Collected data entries
● ● ● ● ●

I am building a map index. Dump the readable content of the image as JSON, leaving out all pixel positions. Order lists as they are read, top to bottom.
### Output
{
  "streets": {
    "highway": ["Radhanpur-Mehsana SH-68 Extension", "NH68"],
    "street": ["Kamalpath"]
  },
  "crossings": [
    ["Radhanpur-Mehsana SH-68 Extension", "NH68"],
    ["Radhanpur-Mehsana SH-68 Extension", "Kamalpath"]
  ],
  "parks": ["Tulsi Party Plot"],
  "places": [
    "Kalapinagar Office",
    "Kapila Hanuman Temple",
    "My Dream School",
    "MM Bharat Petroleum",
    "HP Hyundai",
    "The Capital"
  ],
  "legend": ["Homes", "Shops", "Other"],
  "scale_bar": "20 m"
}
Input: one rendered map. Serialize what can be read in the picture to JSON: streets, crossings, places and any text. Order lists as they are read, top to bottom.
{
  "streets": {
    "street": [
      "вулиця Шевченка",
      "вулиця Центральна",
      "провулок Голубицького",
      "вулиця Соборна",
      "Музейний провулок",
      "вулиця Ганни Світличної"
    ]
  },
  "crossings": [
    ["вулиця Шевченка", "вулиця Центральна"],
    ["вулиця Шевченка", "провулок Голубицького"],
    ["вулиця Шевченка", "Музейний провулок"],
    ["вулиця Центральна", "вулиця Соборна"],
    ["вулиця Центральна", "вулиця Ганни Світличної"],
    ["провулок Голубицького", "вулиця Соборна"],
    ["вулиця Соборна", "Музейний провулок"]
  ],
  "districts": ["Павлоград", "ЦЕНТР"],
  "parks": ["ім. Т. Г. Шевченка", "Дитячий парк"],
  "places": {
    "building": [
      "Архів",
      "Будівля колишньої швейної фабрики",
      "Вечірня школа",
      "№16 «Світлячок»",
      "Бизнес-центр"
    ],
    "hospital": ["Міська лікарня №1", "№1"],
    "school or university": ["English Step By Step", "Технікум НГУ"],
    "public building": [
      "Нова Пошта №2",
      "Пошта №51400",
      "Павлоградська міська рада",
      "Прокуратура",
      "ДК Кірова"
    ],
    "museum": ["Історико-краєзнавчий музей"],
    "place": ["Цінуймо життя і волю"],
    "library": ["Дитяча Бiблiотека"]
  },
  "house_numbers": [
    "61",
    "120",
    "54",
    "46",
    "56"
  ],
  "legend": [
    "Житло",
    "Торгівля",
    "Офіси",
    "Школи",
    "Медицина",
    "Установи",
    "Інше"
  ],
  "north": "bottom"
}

● ● ● ● ●

→ TASK PROMPT
Could you copy every line in the records that holds "Музейний"?

→ ANSWER SECTION
      "Музейний провулок",
    ["вулиця Шевченка", "Музейний провулок"],
    ["вулиця Соборна", "Музейний провулок"]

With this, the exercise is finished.